[Data section]
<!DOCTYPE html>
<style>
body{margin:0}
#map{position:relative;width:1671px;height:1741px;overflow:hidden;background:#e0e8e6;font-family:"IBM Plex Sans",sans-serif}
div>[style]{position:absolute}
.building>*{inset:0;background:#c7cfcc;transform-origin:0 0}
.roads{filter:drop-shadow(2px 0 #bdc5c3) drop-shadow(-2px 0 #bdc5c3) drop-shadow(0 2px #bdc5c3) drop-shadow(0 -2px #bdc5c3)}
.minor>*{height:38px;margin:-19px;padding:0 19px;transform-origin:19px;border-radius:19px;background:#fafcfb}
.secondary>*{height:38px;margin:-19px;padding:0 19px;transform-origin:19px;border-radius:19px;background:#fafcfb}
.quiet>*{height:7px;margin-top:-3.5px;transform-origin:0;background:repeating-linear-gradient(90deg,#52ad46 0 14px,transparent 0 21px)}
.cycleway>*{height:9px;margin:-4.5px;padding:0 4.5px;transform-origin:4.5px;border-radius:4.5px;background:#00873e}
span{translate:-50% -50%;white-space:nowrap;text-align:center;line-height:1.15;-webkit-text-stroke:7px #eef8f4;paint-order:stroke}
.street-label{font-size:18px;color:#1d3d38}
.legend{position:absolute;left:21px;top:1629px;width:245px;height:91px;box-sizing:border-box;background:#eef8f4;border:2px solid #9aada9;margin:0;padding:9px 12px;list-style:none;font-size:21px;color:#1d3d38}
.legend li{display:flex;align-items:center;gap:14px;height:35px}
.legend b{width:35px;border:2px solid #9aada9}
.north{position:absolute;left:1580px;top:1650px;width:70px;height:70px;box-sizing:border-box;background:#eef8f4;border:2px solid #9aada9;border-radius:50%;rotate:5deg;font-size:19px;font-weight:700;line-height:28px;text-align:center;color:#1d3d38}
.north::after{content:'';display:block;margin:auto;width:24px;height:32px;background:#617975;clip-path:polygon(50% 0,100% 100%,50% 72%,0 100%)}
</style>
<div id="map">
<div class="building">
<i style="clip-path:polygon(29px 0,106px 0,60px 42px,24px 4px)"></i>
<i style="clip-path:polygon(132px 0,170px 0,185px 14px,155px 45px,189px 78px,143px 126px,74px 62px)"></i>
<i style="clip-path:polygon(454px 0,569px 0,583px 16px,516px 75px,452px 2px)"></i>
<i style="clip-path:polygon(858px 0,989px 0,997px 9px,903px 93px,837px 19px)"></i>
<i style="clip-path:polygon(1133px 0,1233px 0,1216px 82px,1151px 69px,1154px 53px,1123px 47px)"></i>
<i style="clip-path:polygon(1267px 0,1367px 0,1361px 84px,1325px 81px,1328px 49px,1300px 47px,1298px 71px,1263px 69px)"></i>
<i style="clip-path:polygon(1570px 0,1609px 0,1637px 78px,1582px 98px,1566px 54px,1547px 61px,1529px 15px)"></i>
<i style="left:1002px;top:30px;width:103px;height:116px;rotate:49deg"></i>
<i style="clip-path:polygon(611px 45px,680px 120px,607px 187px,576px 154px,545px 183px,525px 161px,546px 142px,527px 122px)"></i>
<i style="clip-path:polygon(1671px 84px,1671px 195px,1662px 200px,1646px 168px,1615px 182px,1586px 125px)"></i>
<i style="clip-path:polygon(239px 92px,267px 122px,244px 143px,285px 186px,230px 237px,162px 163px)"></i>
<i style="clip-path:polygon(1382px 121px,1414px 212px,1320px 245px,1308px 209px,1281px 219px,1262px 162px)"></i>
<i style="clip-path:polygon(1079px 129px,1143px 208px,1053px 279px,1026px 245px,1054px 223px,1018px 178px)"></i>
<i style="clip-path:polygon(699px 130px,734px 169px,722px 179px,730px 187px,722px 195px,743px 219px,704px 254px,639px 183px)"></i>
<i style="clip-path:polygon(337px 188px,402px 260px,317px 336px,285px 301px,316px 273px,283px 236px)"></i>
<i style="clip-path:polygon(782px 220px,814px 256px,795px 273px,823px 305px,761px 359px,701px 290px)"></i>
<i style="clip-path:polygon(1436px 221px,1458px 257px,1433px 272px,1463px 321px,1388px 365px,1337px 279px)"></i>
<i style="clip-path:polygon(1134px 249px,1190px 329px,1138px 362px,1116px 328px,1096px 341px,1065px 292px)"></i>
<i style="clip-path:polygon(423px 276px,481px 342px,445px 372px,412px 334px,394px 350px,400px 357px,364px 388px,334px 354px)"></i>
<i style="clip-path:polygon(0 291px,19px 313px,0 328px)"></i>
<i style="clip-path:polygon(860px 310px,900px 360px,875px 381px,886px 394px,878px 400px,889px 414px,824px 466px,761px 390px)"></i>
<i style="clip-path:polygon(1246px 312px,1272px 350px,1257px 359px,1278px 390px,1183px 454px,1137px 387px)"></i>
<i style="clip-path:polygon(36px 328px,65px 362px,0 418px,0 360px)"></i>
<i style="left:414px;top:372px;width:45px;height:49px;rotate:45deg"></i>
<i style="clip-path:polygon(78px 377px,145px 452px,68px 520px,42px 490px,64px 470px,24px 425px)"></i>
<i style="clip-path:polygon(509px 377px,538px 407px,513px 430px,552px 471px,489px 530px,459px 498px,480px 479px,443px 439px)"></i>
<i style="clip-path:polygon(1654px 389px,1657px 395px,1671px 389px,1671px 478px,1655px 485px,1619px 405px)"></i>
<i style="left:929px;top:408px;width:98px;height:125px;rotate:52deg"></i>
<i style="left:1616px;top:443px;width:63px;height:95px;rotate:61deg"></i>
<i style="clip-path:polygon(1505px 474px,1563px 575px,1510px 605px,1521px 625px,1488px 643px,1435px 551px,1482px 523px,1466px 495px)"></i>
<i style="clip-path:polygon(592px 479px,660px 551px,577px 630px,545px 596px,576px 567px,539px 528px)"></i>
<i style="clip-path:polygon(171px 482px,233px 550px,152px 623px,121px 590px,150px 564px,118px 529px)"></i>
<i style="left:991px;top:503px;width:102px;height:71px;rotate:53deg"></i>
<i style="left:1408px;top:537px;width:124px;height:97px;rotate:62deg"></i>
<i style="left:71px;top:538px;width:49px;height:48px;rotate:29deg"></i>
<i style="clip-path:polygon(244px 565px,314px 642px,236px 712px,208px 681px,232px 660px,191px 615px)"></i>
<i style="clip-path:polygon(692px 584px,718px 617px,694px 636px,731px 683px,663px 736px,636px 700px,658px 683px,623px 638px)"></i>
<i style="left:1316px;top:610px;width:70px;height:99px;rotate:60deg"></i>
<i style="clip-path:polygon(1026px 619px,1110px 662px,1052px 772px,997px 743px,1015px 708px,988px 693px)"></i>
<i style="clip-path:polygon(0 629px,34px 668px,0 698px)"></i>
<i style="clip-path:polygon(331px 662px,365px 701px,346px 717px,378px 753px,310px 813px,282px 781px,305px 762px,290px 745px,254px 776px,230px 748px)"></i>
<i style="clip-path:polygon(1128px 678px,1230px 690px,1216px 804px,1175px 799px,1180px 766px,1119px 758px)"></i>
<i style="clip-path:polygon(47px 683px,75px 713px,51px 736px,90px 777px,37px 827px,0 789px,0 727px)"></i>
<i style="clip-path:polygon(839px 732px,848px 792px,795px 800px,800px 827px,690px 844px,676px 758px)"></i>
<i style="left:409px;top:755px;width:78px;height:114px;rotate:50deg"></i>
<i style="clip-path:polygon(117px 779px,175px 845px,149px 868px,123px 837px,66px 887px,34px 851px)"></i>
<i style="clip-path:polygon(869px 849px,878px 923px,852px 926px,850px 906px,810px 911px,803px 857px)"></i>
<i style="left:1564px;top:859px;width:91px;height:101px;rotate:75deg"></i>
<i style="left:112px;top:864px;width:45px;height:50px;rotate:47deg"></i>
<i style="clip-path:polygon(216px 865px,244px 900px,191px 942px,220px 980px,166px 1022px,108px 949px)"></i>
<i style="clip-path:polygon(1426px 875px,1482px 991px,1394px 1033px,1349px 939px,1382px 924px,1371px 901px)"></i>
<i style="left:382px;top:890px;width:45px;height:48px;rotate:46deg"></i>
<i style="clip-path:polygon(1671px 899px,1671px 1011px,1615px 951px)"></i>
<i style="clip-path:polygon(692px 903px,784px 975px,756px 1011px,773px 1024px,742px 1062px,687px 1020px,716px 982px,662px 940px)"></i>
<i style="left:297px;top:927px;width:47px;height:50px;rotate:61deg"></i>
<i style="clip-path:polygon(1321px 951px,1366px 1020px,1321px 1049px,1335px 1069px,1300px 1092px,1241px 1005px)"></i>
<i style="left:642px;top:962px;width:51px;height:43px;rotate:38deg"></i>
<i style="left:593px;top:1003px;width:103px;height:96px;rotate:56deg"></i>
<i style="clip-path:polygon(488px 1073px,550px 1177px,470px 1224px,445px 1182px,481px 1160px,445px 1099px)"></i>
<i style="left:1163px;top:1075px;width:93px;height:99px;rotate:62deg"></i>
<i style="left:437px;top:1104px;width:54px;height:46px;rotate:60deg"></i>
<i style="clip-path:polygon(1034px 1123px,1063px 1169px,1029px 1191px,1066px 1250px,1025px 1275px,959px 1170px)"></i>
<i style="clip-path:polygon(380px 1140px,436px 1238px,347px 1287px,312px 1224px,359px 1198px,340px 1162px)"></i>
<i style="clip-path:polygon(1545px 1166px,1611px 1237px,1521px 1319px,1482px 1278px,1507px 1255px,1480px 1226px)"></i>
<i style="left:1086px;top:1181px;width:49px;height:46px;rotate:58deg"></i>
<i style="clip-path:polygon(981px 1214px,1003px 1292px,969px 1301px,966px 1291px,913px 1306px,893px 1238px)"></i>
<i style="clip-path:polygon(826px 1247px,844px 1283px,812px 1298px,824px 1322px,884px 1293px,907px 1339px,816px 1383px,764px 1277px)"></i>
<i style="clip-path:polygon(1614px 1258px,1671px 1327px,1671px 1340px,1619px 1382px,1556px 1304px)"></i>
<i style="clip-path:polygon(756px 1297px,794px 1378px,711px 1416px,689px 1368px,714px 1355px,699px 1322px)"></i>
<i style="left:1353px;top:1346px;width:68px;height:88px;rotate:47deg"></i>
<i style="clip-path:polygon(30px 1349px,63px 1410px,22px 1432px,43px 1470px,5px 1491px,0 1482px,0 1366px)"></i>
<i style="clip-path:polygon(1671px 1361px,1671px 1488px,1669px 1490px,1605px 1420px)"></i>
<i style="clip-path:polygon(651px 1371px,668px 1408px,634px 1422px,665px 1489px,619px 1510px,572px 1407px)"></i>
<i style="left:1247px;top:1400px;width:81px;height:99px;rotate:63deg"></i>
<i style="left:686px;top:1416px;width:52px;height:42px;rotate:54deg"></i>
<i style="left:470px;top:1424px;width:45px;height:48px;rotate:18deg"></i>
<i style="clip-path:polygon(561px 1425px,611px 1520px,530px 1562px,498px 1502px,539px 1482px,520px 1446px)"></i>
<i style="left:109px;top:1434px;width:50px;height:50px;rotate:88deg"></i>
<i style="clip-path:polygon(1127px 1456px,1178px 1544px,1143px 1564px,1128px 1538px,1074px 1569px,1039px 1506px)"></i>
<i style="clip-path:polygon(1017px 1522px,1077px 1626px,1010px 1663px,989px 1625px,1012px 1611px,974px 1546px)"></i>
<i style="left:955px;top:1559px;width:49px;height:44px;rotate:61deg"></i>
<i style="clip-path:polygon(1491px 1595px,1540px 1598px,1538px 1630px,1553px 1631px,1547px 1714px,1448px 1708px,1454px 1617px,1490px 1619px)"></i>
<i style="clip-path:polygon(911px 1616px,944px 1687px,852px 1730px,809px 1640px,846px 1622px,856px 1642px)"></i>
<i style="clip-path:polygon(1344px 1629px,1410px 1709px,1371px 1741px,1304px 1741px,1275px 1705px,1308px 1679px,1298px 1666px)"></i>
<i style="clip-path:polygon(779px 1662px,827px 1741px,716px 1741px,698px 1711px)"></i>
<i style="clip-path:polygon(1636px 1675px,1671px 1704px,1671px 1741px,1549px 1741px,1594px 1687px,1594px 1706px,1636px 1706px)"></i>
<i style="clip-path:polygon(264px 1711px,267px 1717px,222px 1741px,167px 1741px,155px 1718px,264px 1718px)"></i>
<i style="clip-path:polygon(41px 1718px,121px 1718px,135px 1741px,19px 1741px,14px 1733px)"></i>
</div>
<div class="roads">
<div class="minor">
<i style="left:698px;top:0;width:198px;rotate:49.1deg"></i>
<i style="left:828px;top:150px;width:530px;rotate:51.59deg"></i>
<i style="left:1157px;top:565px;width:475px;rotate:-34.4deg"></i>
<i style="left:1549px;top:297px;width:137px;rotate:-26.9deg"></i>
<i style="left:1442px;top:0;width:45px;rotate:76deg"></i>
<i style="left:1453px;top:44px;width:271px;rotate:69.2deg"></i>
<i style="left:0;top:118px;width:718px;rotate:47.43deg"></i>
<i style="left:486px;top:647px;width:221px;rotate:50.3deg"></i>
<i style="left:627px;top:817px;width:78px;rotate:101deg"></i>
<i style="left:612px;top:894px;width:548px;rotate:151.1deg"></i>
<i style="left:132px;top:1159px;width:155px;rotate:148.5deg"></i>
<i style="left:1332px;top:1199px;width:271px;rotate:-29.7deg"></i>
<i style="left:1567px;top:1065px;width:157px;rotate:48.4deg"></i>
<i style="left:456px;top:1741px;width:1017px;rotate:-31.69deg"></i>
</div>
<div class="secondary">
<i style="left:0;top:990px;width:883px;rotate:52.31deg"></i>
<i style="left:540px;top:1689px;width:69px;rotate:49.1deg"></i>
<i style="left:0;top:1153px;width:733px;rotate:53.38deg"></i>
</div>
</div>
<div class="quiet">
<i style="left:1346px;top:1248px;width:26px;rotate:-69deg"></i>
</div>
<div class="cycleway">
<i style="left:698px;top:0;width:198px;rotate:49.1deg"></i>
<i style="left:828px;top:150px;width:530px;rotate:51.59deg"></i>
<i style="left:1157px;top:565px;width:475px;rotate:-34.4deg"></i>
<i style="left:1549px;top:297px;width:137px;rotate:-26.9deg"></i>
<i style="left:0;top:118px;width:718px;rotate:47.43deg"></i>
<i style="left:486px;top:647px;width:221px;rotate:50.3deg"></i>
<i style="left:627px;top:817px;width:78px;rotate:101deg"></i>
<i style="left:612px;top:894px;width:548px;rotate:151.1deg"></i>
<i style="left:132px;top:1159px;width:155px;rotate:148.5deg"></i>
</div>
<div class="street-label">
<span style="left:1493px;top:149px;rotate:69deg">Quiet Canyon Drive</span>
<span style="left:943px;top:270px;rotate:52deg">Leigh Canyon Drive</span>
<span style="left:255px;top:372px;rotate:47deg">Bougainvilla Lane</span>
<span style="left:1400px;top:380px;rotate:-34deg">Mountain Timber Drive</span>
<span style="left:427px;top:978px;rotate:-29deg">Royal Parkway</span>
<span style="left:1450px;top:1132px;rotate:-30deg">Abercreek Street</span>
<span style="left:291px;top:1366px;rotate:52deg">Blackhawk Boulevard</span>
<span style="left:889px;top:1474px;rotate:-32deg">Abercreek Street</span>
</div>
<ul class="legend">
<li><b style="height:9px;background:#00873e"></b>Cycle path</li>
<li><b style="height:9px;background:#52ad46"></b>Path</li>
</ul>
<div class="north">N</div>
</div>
[/Data section]
Problem:
Starting with the first line of the entries, transcribe every line up to and including the one with "0 #bdc5c3) drop-shadow(-2px".

Solution to this task:
<!DOCTYPE html>
<style>
body{margin:0}
#map{position:relative;width:1671px;height:1741px;overflow:hidden;background:#e0e8e6;font-family:"IBM Plex Sans",sans-serif}
div>[style]{position:absolute}
.building>*{inset:0;background:#c7cfcc;transform-origin:0 0}
.roads{filter:drop-shadow(2px 0 #bdc5c3) drop-shadow(-2px 0 #bdc5c3) drop-shadow(0 2px #bdc5c3) drop-shadow(0 -2px #bdc5c3)}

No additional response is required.